In Ohio, you are allowed 6, but they must have your name and address on each and every one. Of course, you can still use 2 conventional poles also, one in each hand.  Ya might want to invest in 1 or 2 of the new electric jigging tip ups by Nature Vision(the people who make Aqua Vu) that are to be about $20 each.


----------



## johnboy111711 (Apr 7, 2004)

i use tip ups and love them, I like the older wood ones best


----------



## chaunc (Apr 11, 2004)

I bought a couple last year but didn't get a chance to use them.


----------



## tomb (Oct 9, 2004)

I like the HT polar therm brand. All six of mine fit in a duffel bag. Frabill's thermal is easier to transport but doesn't cover the hole as well. The frame style tip ups are only good on warm days, they freeze up quickly any other time. I glued corks to the spool of my tip ups to provide a hook keeper.


----------



## ezbite (May 25, 2006)

hey tomb, how do you like those type of tip up. are those the ones al linders picture is on? just saw those at gander mtn and they were $5 more than the frame type. im thinking of switching over to those that cover the hole to prevent freeze up. i fish alot at night and it is a problem. do they really work?


----------



## tomb (Oct 9, 2004)

I've never seen the one's with Linder's pic on them. But I also bought half of these over 10 years ago, added one a year after that. I know they have gotten quite expensive since then. Work vey well, the only ice that develps is on the waterline of the shaft. Even this little bit of ice is no problem. Like I said the frabill ones are easier to tansport, but the disk isn't as large as these.The HT's come in black and orange. I would recommend trying one before you purchase the other five. Here's one link I found. http://www.icefishingshop.com/tipups/ht_tackle_polar_therm.html

This walleye came on a tip up last year on Mosquito. Also caught a ton of crappies. I normally use size four octopus hooks. Plan on trying circle hooks this year, had a couple small fish get gut hooked, I hate that.


----------



## mikie_fin (Jun 25, 2004)

I love Tip-ups. When I come to Ohio to ice fish, that is what I use. I have the orange circular ones that were pictured here, wood ones and plastic ones that are similar to the wood ones. Have had luck with all. The circular ones are better when it is real cold. They keep the hole covered so the water does not freeze in the hole. I typically use small treble hooks.


----------



## joe01 (Apr 16, 2004)

Thanks guys for the info, I think I will see if I can find any good deals on e-bay first. I like that set up TOMB, Nice fish. One more questiion, If gills hit the tip up will the flag still come up, I would hate to have a small fish gut hooked all day.


----------



## mikie_fin (Jun 25, 2004)

joe01 said:


> One more questiion, If gills hit the tip up will the flag still come up, I would hate to have a small fish gut hooked all day.

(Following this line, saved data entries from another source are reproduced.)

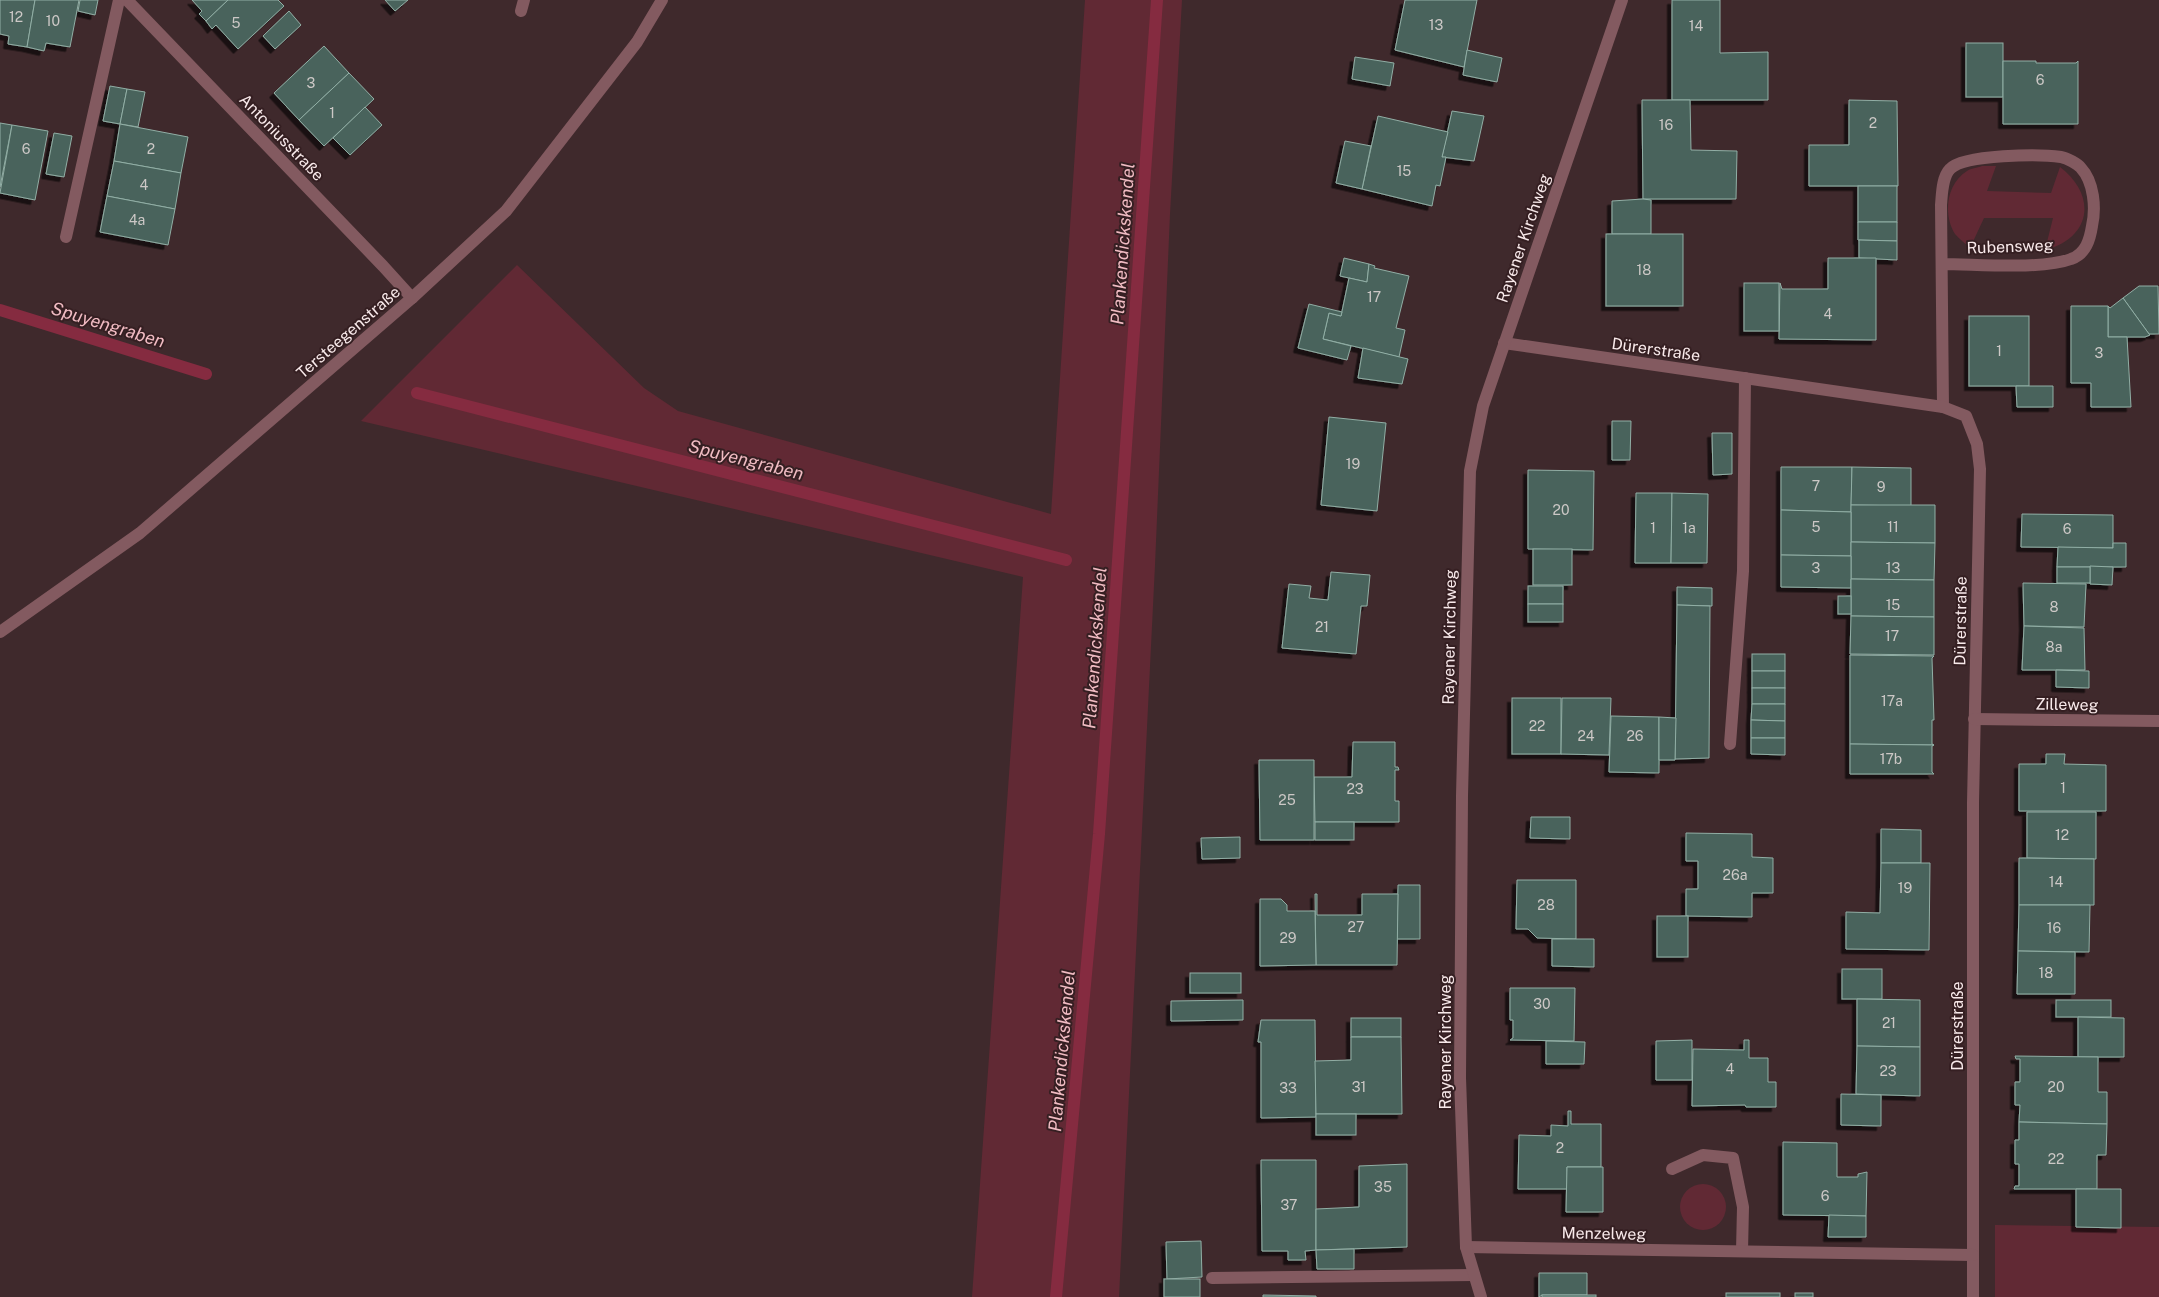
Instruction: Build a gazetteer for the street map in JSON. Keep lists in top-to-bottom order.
{
  "streets": {
    "street": [
      "Antoniusstraße",
      "Rayener Kirchweg",
      "Rubensweg",
      "Tersteegenstraße",
      "Dürerstraße",
      "Zilleweg",
      "Menzelweg"
    ]
  },
  "crossings": [
    ["Antoniusstraße", "Tersteegenstraße"],
    ["Rayener Kirchweg", "Dürerstraße"],
    ["Rayener Kirchweg", "Menzelweg"],
    ["Rubensweg", "Dürerstraße"],
    ["Dürerstraße", "Zilleweg"],
    ["Dürerstraße", "Menzelweg"]
  ],
  "water": ["Plankendickskendel", "Spuyengraben"],
  "house_numbers": [
    "12",
    "10",
    "5",
    "13",
    "14",
    "6",
    "3",
    "1",
    "2",
    "16",
    "6",
    "2",
    "15",
    "4",
    "4a",
    "18",
    "17",
    "4",
    "1",
    "3",
    "19",
    "7",
    "9",
    "20",
    "5",
    "11",
    "1",
    "1a",
    "6",
    "3",
    "13",
    "15",
    "8",
    "21",
    "17",
    "8a",
    "17a",
    "22",
    "24",
    "26",
    "17b",
    "1",
    "23",
    "25",
    "12",
    "26a",
    "14",
    "19",
    "28",
    "27",
    "16",
    "29",
    "18",
    "30",
    "21",
    "4",
    "23",
    "31",
    "20",
    "33",
    "2",
    "22",
    "35",
    "6",
    "37"
  ]
}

Depending on the size of the gill. It has happened to me once or twice. Real small gills may not set off the flag.


----------



## FISHIN 2 (Jun 22, 2005)

I like the polar style tip-up made by ht enterprises. You can set the drag and it gives you a light or heavy setting. I bought mine at walmart for about 7.00 apiece, even caught a few of em for 3.00 on the sale rack. I like the black frames as the absorb the suns heat. Do yourself a favor and buy a GOOD pair of ICE CLEATS, cause you'll be wanting them while tending all those tip-ups.
I have slipped into a few of those holes as you're slidin by with out them !!!
Enjoy and dress warm, oh yea, A vexilar helps too!!! I like to set out a few tip-ups and jig with a hand pole being very consious of the vexilar humming ! First drill a bunch of holes that are scattered, I like to start shallow to deep, Set some tip-ups and jig the rest, heck, every now and then, pull the tip-up line out and work those holes, you'll be surprised at the results !! You can set 6 tip-ups and still fish with one pole as I understand. Or use two poles.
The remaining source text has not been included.